7 AUGUST 2004, Page 34

Escaping the gallows — and classification

David Crane

THE EXILED COLLECTOR by Anne Sebba John Murray; £22.50, pp. 308, ISBN 0719563283 If any of Byron's contemporaries at Cambridge had been asked to nominate The Man Most Likely To, it is a safe bet that it would have been William Bankes, and while things did not turn out quite as any but his immediate set might have guessed, that hardly detracts

from his biographical appeal. Rich, clever and brave, a much lionised traveller, an inspired collector and generous patron, 'Nubian' Bankes would seem to have had it all, when a meeting with a guardsman in a convenience 'that afforded accommodation for only one individual' threatened him with disgrace and the gallows.

In the same year that a Captain Henry Nicholls was hanged for sodomy, Bankes was lucky to get away with an improbable acquittal, but caution had never been his longest suit. As a young man in Jerusalem he had dressed up in Albanian disguise to penetrate the forbidden Dome of the Rock, and something of the same taste for risktaking seems to have characterised his private life, because even his near-run thing with Private Flowers was not enough to keep him away from Green Park and a second arrest as 'a person of wicked, lewd, filthy and unnatural mind and disposition'.

Fleeing the country to escape his trial, and subsequently outlawed by a vindictive government, Bankes lived out the last 14 years of his life in exile, in Venice, collecting and commissioning new works of art to be sent back to England. In the immediate aftermath of his arrest he had taken the necessary legal steps to protect his estates from seizure, and in exile Kingston Lacy, his Dorset house, became his life and legacy, a remote and forbidden focus of all the artistic obsessions and family pride that had been the only real constants of a fickle and unfulfilled life.

There are worse places, though, to be exiled than Venice — even during the siege — and as Anne Sebba suggests, alienation was probably as much the making of Bankes as it was his undoing. In a letter that he wrote on his return to England from his Nile travels he had complained of the sameness and smallness of this 'tight little Island', and Anne Sebba is at her most sympathetic and persuasive in making the same case for the exiled Bankes as can be made for Byron.

She is generous, too, on the qualities that made him a collector, on his patronage of artists and craftsmen, and the seriousness that rescued his life from mere dilettantism, and if none of this adds up in the end to a satisfactory biography that is probably not her fault. If there is a real weakness to the book it is the feebleness and lack of drama of her eastern chapters, but even when she feels on surer ground with Kingston Lacy she is up against the peculiar problems that face any biographer of Bankes.

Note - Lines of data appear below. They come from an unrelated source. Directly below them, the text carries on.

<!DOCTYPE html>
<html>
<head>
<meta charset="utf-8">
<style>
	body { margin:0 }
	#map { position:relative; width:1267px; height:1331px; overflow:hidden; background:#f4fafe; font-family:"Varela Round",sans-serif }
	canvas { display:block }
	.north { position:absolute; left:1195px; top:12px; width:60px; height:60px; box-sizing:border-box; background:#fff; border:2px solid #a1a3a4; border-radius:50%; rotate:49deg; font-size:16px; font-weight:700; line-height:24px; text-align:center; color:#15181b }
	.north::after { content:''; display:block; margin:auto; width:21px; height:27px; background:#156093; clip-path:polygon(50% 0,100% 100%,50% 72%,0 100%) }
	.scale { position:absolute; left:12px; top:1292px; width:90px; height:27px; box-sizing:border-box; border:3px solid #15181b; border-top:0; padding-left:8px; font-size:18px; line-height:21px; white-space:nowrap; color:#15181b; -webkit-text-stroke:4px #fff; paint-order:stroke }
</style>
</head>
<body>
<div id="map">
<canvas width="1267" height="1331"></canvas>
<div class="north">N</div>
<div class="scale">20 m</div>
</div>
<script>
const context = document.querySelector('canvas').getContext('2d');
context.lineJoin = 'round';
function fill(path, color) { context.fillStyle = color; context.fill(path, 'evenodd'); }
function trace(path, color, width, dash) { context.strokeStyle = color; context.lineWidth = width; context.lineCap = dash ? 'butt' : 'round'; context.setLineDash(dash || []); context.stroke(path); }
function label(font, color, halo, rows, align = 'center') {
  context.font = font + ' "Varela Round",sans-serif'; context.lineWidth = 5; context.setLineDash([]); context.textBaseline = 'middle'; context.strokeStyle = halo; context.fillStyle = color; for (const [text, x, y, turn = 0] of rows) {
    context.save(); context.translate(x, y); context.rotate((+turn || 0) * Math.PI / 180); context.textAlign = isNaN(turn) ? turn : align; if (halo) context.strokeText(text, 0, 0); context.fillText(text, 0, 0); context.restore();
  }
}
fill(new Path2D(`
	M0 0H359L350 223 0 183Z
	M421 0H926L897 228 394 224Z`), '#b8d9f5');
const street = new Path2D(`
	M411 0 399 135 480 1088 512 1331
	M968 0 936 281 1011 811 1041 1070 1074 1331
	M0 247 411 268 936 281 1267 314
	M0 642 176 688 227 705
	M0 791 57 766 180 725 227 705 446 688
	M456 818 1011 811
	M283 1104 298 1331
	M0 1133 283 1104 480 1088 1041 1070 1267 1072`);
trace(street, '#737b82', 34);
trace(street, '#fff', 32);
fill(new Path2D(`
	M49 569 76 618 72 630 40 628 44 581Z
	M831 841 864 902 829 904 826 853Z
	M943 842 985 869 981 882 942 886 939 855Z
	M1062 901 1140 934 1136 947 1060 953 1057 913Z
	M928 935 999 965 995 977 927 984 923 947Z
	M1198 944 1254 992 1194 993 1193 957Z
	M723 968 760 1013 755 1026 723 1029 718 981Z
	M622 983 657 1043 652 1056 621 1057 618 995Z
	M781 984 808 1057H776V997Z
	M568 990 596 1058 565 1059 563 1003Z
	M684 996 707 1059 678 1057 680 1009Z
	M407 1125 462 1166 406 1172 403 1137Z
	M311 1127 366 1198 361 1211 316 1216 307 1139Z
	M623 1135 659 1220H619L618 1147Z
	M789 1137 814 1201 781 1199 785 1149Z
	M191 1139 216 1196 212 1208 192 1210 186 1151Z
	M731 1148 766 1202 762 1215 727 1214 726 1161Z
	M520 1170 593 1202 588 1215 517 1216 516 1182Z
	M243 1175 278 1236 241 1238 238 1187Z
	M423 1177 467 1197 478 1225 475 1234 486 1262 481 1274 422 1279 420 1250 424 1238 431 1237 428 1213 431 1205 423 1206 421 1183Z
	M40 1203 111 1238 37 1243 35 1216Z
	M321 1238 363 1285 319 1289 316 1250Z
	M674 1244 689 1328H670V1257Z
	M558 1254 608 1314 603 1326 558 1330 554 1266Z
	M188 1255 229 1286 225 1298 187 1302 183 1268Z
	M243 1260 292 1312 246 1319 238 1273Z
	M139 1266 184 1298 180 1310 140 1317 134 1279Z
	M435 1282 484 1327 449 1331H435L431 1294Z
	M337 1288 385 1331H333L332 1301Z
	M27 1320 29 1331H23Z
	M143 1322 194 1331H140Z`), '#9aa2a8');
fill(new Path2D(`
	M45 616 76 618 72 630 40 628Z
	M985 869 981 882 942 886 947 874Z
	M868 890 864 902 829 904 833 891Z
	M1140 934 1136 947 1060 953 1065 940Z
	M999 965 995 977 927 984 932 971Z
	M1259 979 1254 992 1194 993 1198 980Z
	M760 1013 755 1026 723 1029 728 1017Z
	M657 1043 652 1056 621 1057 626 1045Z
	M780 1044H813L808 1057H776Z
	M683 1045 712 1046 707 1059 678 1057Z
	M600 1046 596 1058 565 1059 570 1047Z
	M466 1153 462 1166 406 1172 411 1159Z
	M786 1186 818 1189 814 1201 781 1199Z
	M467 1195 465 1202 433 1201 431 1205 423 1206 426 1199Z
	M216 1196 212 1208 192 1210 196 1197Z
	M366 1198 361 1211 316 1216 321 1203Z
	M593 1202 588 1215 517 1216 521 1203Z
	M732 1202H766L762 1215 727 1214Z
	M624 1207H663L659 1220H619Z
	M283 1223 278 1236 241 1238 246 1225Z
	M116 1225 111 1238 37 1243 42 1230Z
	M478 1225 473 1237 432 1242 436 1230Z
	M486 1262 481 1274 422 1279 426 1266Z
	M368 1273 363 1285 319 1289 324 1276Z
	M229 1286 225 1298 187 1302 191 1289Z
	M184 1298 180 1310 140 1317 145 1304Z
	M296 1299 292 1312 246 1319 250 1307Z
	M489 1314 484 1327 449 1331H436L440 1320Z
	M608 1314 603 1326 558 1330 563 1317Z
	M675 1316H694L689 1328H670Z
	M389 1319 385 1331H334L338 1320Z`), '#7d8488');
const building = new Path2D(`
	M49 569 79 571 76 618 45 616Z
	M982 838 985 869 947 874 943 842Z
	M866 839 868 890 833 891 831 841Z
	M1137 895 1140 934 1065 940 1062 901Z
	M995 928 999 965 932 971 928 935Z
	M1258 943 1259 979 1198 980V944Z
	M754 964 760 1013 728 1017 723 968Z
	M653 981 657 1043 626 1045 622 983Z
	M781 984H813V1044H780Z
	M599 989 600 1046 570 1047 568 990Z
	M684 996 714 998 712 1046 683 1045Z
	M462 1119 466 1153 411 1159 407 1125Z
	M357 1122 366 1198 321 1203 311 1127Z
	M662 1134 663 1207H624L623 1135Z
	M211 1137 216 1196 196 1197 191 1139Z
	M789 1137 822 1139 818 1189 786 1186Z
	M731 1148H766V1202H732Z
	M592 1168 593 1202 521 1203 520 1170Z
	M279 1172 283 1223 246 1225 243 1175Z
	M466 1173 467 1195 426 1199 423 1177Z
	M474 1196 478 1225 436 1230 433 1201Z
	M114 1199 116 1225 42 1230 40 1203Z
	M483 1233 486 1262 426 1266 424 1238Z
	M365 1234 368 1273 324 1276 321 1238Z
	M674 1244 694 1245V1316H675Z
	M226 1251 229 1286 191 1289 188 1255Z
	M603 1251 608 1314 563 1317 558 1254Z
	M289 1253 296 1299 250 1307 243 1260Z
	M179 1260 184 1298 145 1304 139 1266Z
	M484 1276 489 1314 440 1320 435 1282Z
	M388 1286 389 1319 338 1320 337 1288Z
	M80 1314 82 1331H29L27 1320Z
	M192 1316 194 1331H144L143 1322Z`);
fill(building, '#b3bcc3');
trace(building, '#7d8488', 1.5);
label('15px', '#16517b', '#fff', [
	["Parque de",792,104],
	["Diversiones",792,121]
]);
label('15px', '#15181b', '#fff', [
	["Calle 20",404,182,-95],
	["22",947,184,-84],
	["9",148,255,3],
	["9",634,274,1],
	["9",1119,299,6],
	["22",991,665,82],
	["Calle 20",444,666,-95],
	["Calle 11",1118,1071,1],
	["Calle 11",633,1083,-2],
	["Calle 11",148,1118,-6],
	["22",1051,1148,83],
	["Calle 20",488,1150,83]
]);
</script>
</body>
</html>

The first of these is Bankes himself, because it is hard to know what to make of a man who was at once sexual radical and Tory reactionary, generous patron and vindictive persecutor, social charmer and serial bore, gifted talker and parliamentary failure, inspired collector and artistic pedant, cultural nomad and anti-Catholic bigot. It is not everyone, after all, who can call Byron and the Duke of Wellington their friends, and if the dislike of Lady Hester Stanhope and John Cam Hobhouse speaks volumes in his favour, Bankes's character is a puzzle that this biography does little to solve.

The second problem is one of material, because for the most important part of his collecting life circumstances and fear made him determined to disguise his whereabouts. There is no shortage of letters from these years relating to acquisitions or hanging instruction, but in the absence of anything richer Anne Sebba is constantly forced to rely on a weight of contextual anecdote and irrelevant family or artistic detail that brings Bankes himself no nearer.

There are times, in fact, when this reads more like a catalogue than a biography, and that highlights the third problem the author faces. Her book is subtitled 'William Bankes and the Making of an English Country House'. Fair enough, in that it was, and is, his legacy. If it is the house readers want, though, they would be better off visiting it. If, on the other hand, it is the epigrapher and traveller who made an original and important contribution to Egyptology's most exciting age, they had much better stick to Patricia Usick's Adventures in Egypt and Nubia: the Travels of William John Bankes. And if it is Bankes the man? Then, on the evidence of this book, it would seem, sadly, that he is just going to have to be given up for lost.

David Crane's books include Lord Byron's Jackal: A Life of Edward John Trelawny and The Kindness of Sisters: Annabella Millbanke and the Destruction of the Byrons.